ASSIGNMENT
What you return should be every line below, word for word, and none of the images.
========================================
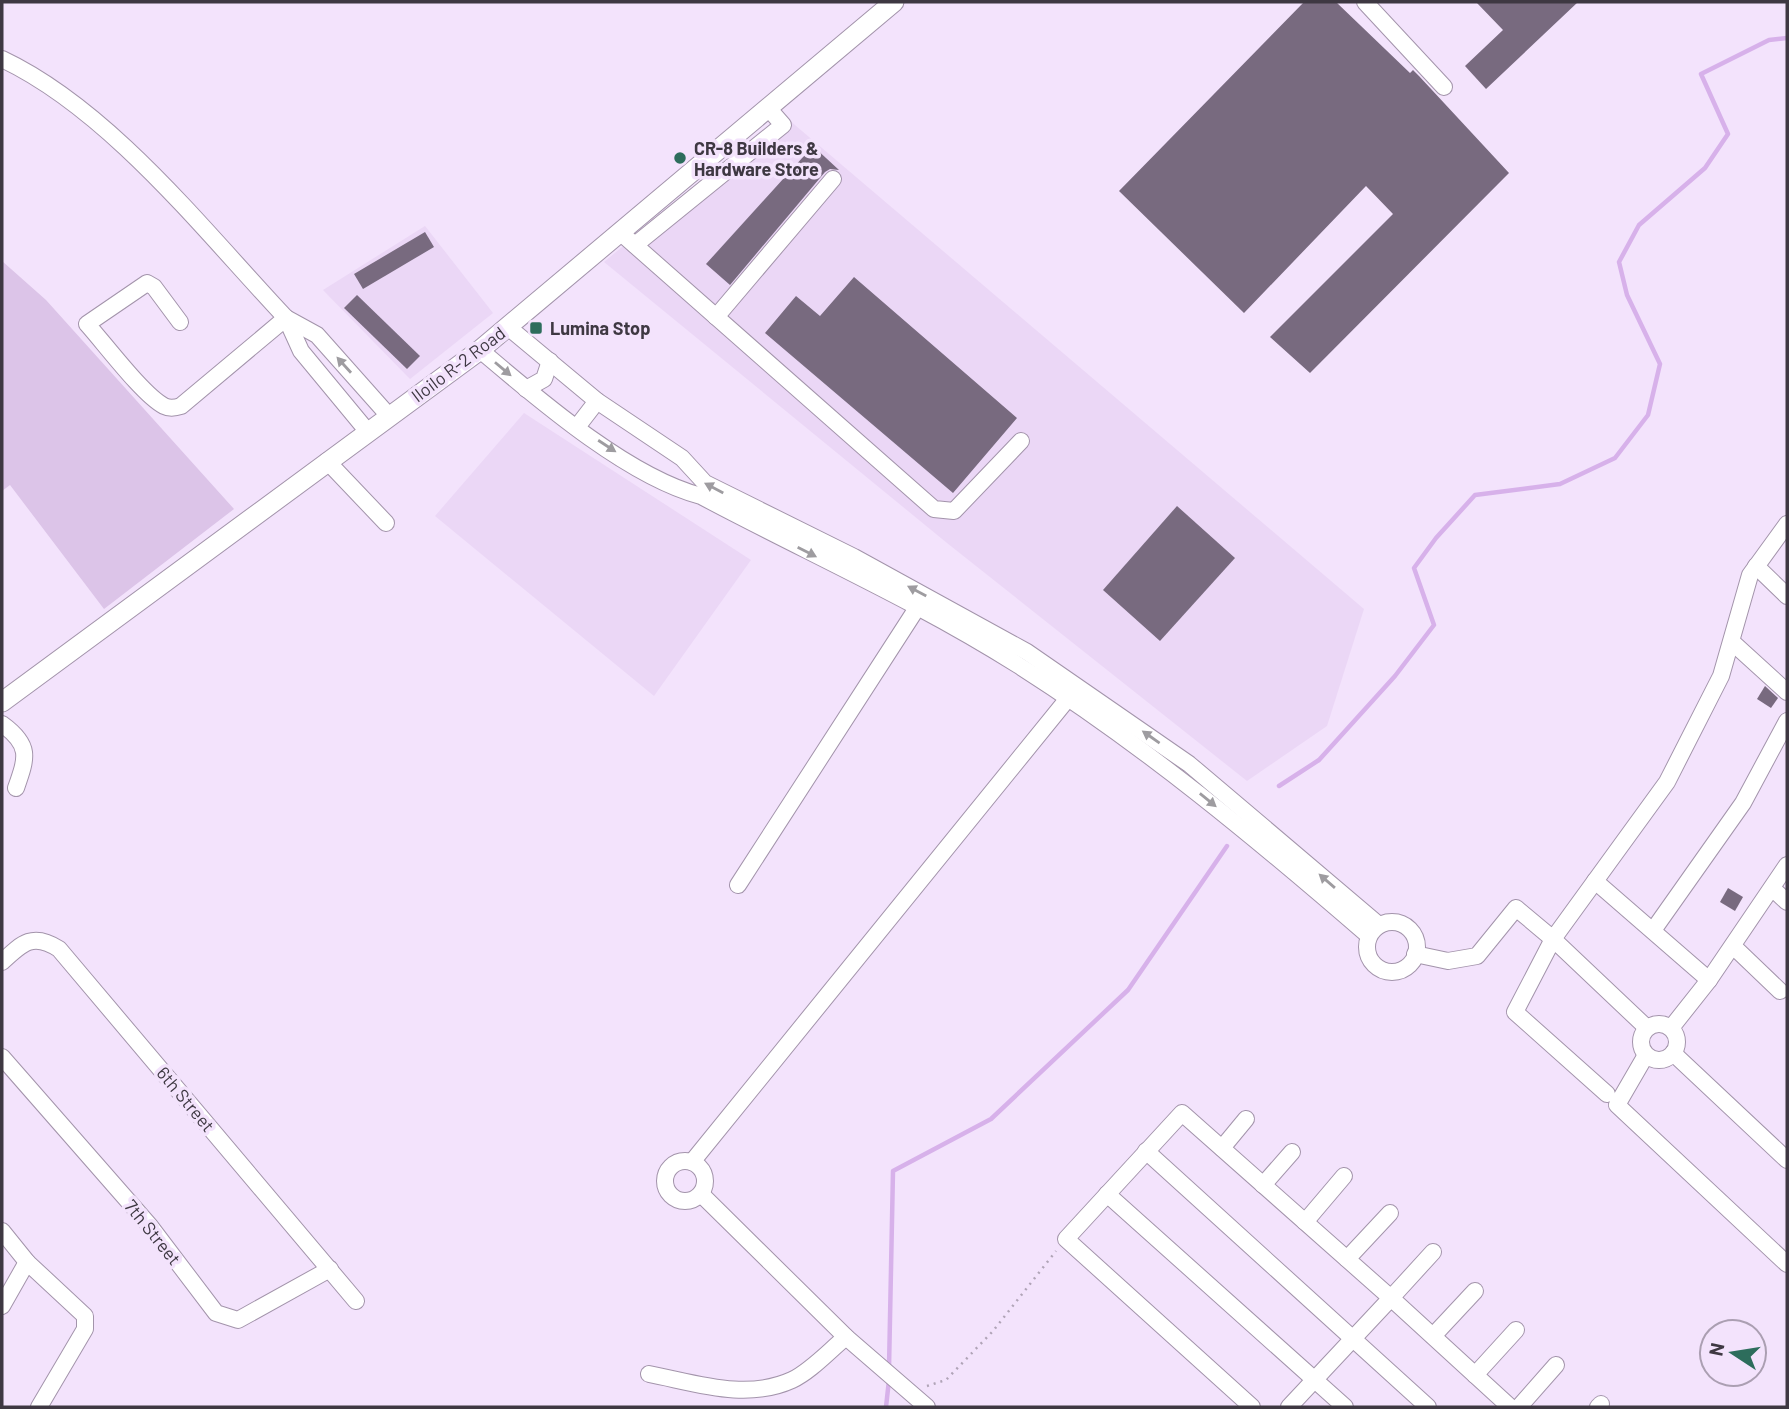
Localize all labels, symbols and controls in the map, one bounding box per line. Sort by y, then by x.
place label: CR-8 Builders & Hardware Store [694,137,819,180]
marker: CR-8 Builders & Hardware Store [672,150,688,166]
place label: Lumina Stop [550,317,650,339]
marker: Lumina Stop [528,320,544,336]
street label: Iloilo R-2 Road [407,322,509,406]
one-way arrow [336,356,352,374]
one-way arrow [494,362,512,377]
one-way arrow [597,440,617,453]
one-way arrow [704,482,724,494]
one-way arrow [797,546,817,557]
one-way arrow [907,585,927,596]
one-way arrow [1142,730,1160,744]
one-way arrow [1200,792,1217,807]
one-way arrow [1319,874,1336,889]
street label: 6th Street [152,1062,220,1136]
street label: 7th Street [120,1195,186,1269]
north arrow [1698,1318,1768,1388]
text: N [1703,1341,1728,1358]

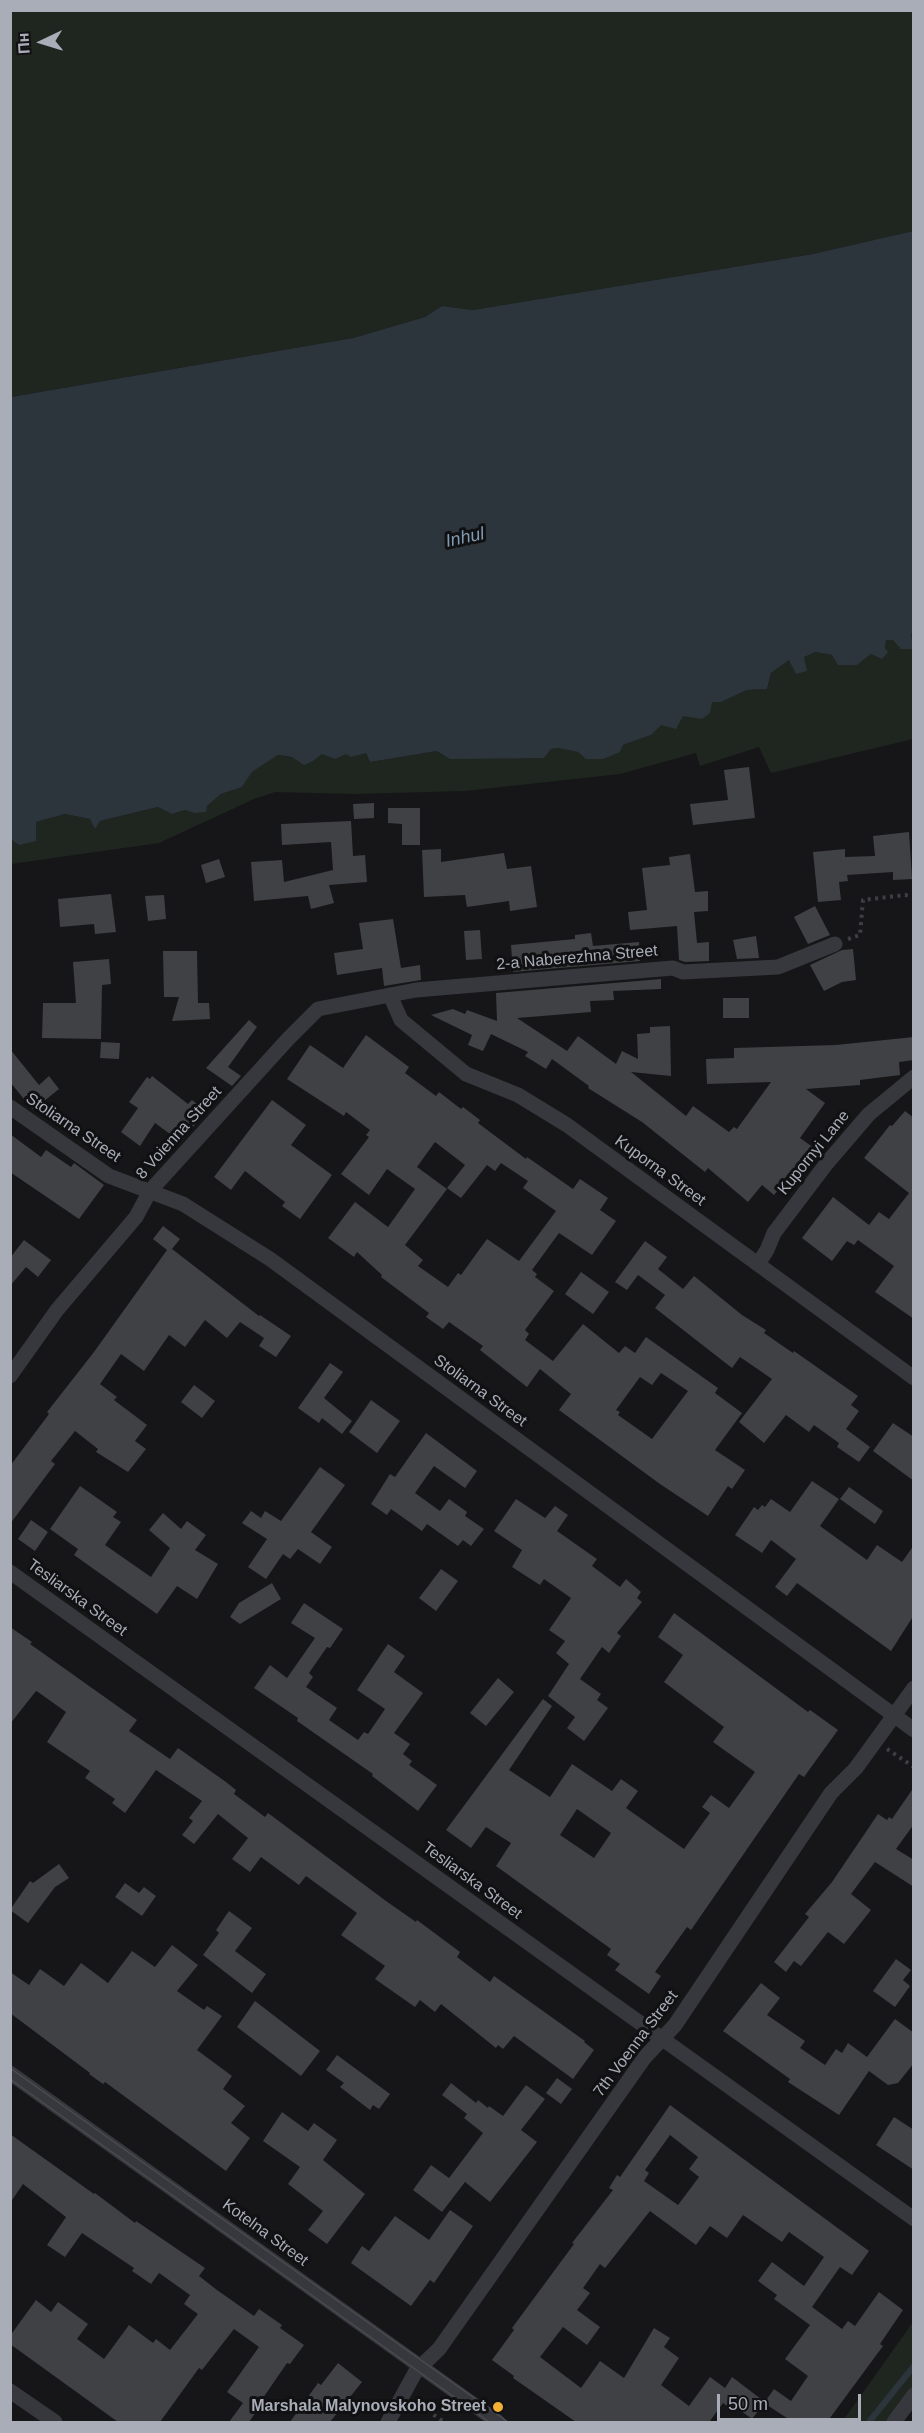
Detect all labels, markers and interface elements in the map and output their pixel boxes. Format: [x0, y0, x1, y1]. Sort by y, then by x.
========================================
COMPLETED EXERCISE
Localize all labels, symbols and controls in the map, one bounding box per line. Sort by y, then by x.
place label: CR-8 Builders & Hardware Store [694,137,819,180]
marker: CR-8 Builders & Hardware Store [672,150,688,166]
place label: Lumina Stop [550,317,650,339]
marker: Lumina Stop [528,320,544,336]
street label: Iloilo R-2 Road [407,322,509,406]
one-way arrow [336,356,352,374]
one-way arrow [494,362,512,377]
one-way arrow [597,440,617,453]
one-way arrow [704,482,724,494]
one-way arrow [797,546,817,557]
one-way arrow [907,585,927,596]
one-way arrow [1142,730,1160,744]
one-way arrow [1200,792,1217,807]
one-way arrow [1319,874,1336,889]
street label: 6th Street [152,1062,220,1136]
street label: 7th Street [120,1195,186,1269]
north arrow [1698,1318,1768,1388]
text: N [1703,1341,1728,1358]

Detect all labels, markers and interface elements in the map and output their pixel boxes. Format: [x0, y0, x1, y1]. Sort by y, then by x.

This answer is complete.